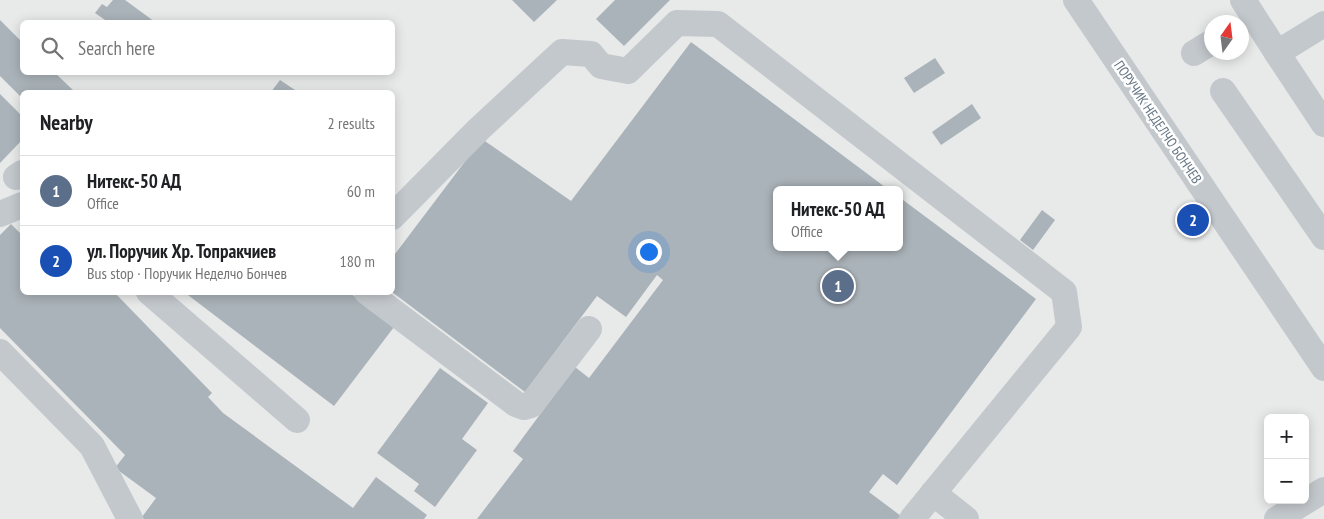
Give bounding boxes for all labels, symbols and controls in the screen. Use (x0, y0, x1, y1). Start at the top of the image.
north arrow (1204, 15, 1249, 60)
search box (20, 20, 395, 75)
icon: search (38, 34, 66, 62)
text: Search here (78, 36, 155, 60)
street label: ПОРУЧИК НЕДЕЛЧО БОНЧЕВ (1110, 57, 1206, 187)
text: Nearby (40, 109, 93, 136)
text: 2 results (328, 113, 375, 133)
text: Нитекс-50 АД (87, 169, 181, 193)
text: 1 (52, 181, 60, 201)
text: 60 m (347, 181, 375, 201)
popup (773, 186, 903, 251)
text: Office (87, 193, 119, 213)
text: Нитекс-50 АД (791, 197, 885, 221)
pin: 2 (1177, 201, 1209, 239)
text: Office (791, 221, 823, 241)
text: ул. Поручик Хр. Топракчиев (87, 239, 276, 263)
your location (636, 239, 662, 265)
text: 2 (52, 251, 60, 271)
text: 180 m (340, 251, 375, 271)
text: Bus stop · Поручик Неделчо Бончев (87, 263, 287, 283)
pin: 1 (822, 267, 854, 305)
map controls (1264, 414, 1309, 504)
button: + (1264, 414, 1309, 459)
button: − (1264, 459, 1309, 504)

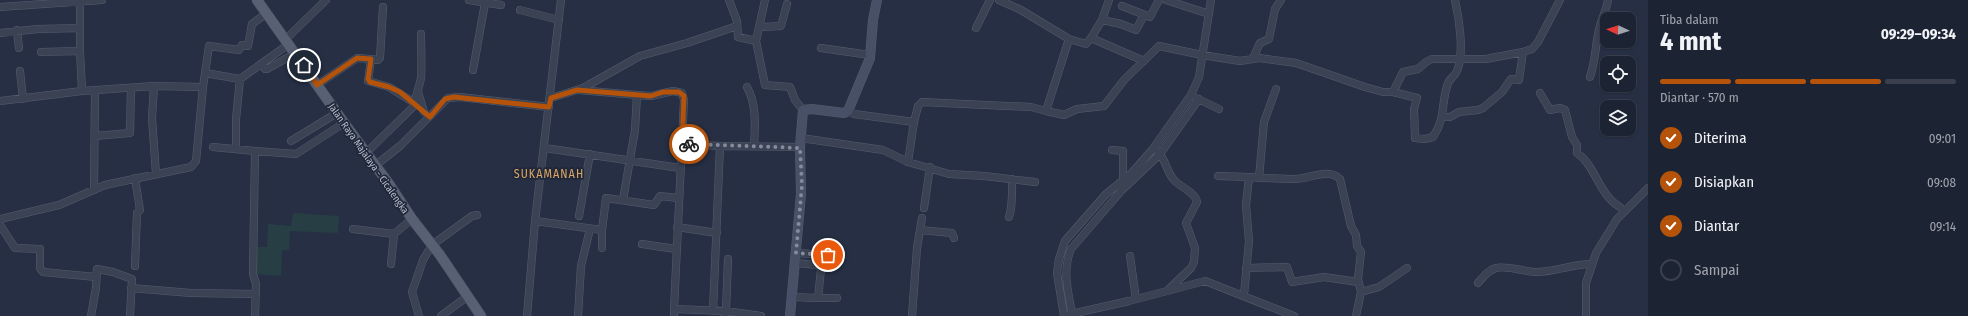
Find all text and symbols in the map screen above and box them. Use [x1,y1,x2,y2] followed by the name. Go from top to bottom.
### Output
[1600,12,1636,48] north arrow
[1600,12,1636,136] map controls
[1660,12,1718,27] text: Tiba dalam
[1881,25,1956,43] text: 09:29–09:34
[1660,26,1721,57] text: 4 mnt
[287,48,321,82] pin
[293,54,315,76] icon: home
[1600,56,1636,92] button: locate
[1660,90,1739,105] text: Diantar · 570 m
[1600,100,1636,136] button: layers
[325,101,411,216] street label: Jalan Raya Majalaya - Cicalengka
[669,124,709,164] courier
[1660,127,1682,149] icon: check
[1694,129,1747,147] text: Diterima
[1929,131,1956,146] text: 09:01
[678,133,700,155] icon: bike
[514,167,584,181] district label: SUKAMANAH
[1660,171,1682,193] icon: check
[1694,173,1754,191] text: Disiapkan
[1927,175,1956,190] text: 09:08
[1660,215,1682,237] icon: check
[1694,217,1739,235] text: Diantar
[1929,219,1956,234] text: 09:14
[811,238,845,272] pin
[817,244,839,266] icon: bag
[1694,261,1739,279] text: Sampai

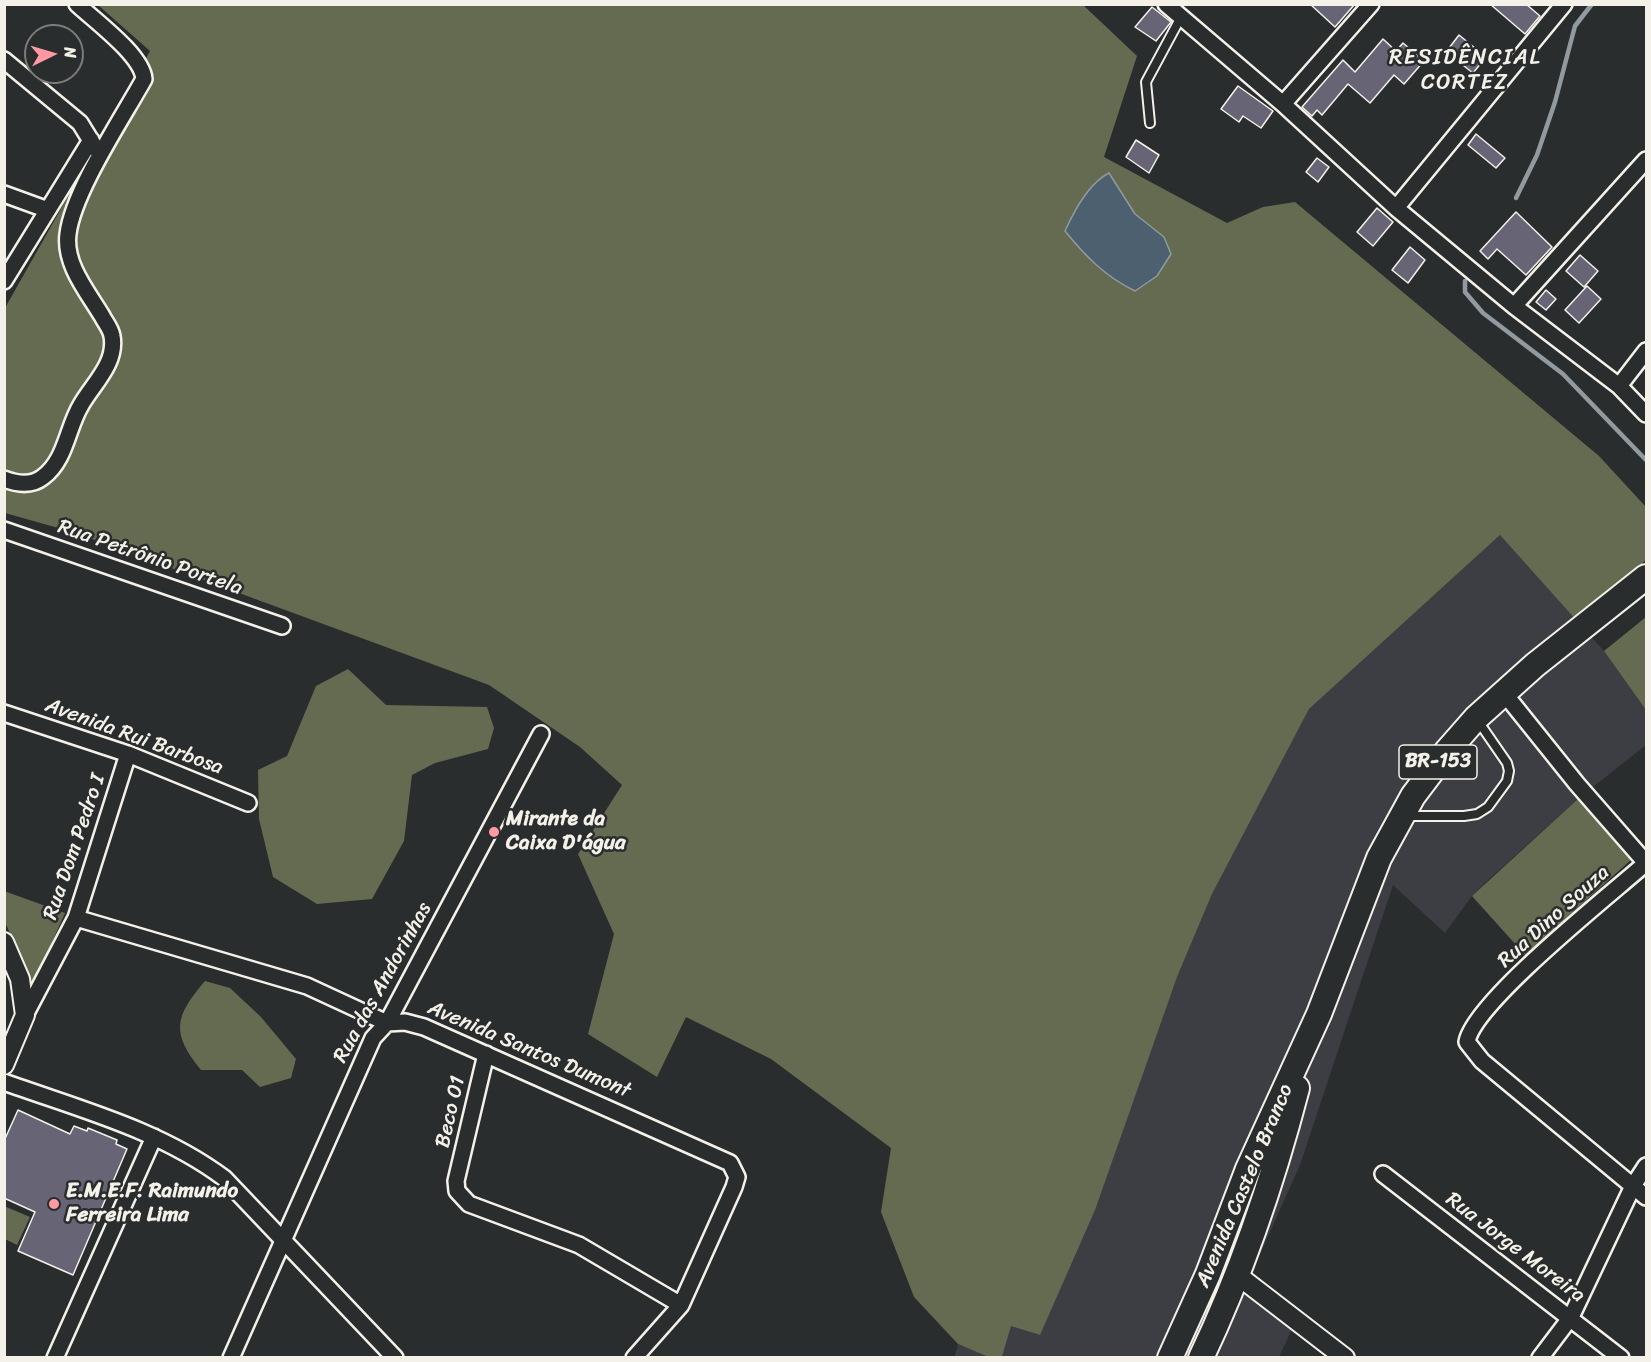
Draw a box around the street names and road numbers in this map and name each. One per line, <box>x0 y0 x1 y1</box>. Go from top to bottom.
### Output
street label: Rua Petrônio Portela <box>54 515 246 601</box>
street label: Avenida Rui Barbosa <box>42 693 226 781</box>
road number: BR-153 <box>1399 745 1477 779</box>
street label: Rua Dom Pedro I <box>38 771 112 923</box>
street label: Rua Dino Souza <box>1493 860 1615 974</box>
street label: Rua das Andorinhas <box>328 898 438 1068</box>
street label: Avenida Santos Dumont <box>424 996 634 1104</box>
street label: Beco 01 <box>431 1074 471 1150</box>
street label: Avenida Castelo Branco <box>1191 1081 1299 1291</box>
street label: Rua Jorge Moreira <box>1440 1187 1590 1309</box>

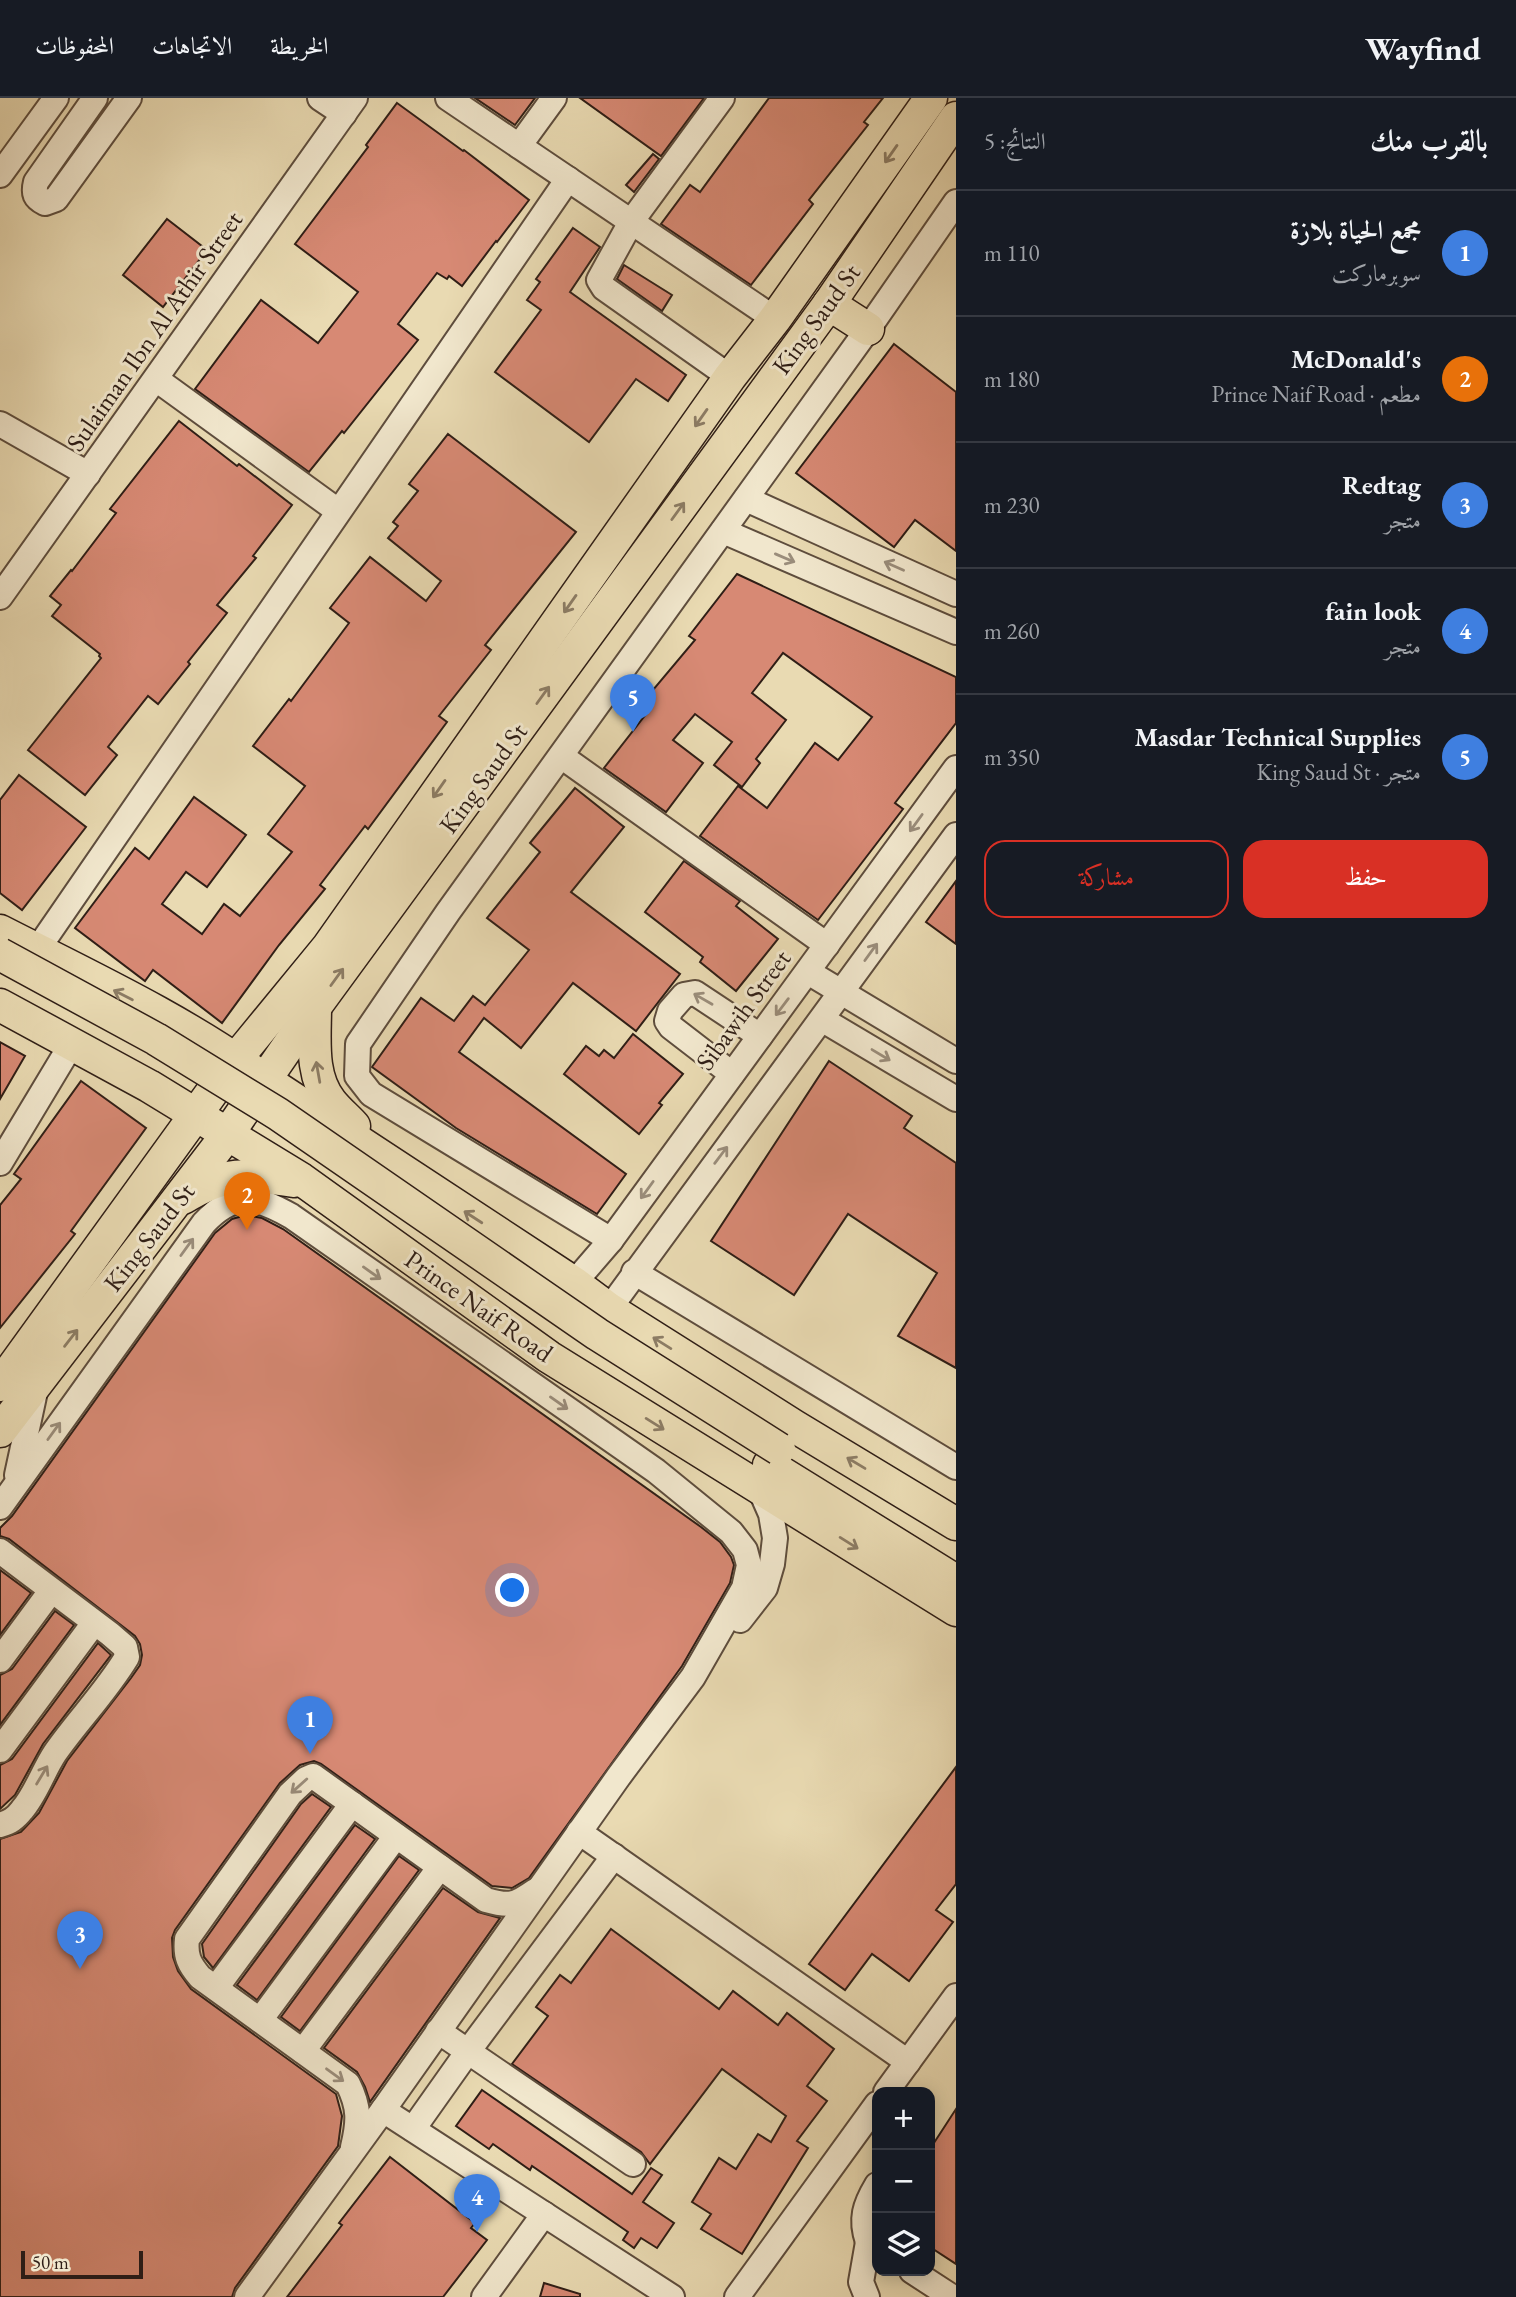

::::

## PROBLEM
Taking the listing line by line, count those with the word "name" and report that number only.

## SOLVED PROBLEM
2